The Court of Appeal, Second Appellate District, Division Four (Los Angeles) reversed. The court held that only Lane’s third cause of action for failure to pay wages was subject to Labor Code section 229. The court distinguished Hoover v. American Income Life Insurance Company (2012) 206 Cal.App.4th 1193, and rejected Hoover’s broad presumption against the arbitration of statutory labor claims. (Slip opn., pp. 10-11.) The court held that “the plain language of section 229 is limited to actions for the collection of due and unpaid wages brought under sections 200 through 244; section 229 does not apply to all statutory wage and hour claims.” (Id. at p. 12, italics in original.) Further, FCM did not demonstrate Federal Arbitration Act preemption of section 229 because Lane never admitted to being engaged in interstate commerce, and FCM did not produce a declaration describing the nature of its business or the scope of Lane’s employment. (Id. at pp. 12-13.)

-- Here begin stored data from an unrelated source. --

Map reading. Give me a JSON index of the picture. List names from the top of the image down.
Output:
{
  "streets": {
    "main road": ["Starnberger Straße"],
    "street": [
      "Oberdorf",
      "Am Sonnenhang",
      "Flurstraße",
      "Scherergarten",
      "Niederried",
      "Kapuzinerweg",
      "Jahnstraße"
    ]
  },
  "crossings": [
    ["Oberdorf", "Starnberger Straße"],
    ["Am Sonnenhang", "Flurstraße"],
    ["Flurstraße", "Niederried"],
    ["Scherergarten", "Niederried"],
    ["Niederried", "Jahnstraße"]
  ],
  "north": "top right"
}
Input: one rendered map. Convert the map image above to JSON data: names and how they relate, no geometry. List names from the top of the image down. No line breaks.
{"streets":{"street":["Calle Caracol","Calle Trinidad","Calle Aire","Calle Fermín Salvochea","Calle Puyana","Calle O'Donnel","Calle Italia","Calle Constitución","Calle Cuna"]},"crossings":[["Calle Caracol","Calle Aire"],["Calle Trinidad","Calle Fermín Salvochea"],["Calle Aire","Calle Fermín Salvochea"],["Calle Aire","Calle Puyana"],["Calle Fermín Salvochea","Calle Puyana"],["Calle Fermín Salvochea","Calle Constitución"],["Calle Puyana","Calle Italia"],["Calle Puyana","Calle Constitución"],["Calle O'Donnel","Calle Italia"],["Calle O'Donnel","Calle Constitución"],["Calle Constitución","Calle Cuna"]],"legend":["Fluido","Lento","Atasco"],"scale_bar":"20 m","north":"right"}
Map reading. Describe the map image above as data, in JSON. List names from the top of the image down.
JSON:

The court then held that the arbitration agreement was not unconscionable. (Slip opn., p. 14.) The agreement was just two pages and contained no terms “hidden” in the form. (Id. at p. 16.) Further, although the agreement did not attach the rules of the American Arbitration Association (“AAA”), there was no procedural unconscionability. The court agreed that “the failure to attach the arbitration rules could be a factor in support of a finding of procedural unconscionability, but [disagreed] that the failure, by itself, is sufficient to sustain a finding of procedural unconscionability.” (Ibid.) Indeed, “[there] could be no surprise, as the arbitration rules referenced in the agreement were easily accessible to the parties -- the AAA rules are available on the Internet.” (Id. at p. 18.) In addition, the court held that the lack of an express provision for discovery did not render the agreement substantively unconscionable. (Id. at p. 20.) The court ordered the remaining causes of action to be arbitrated and the third cause of action to be stayed pending the arbitration. (Id. at p. 21.)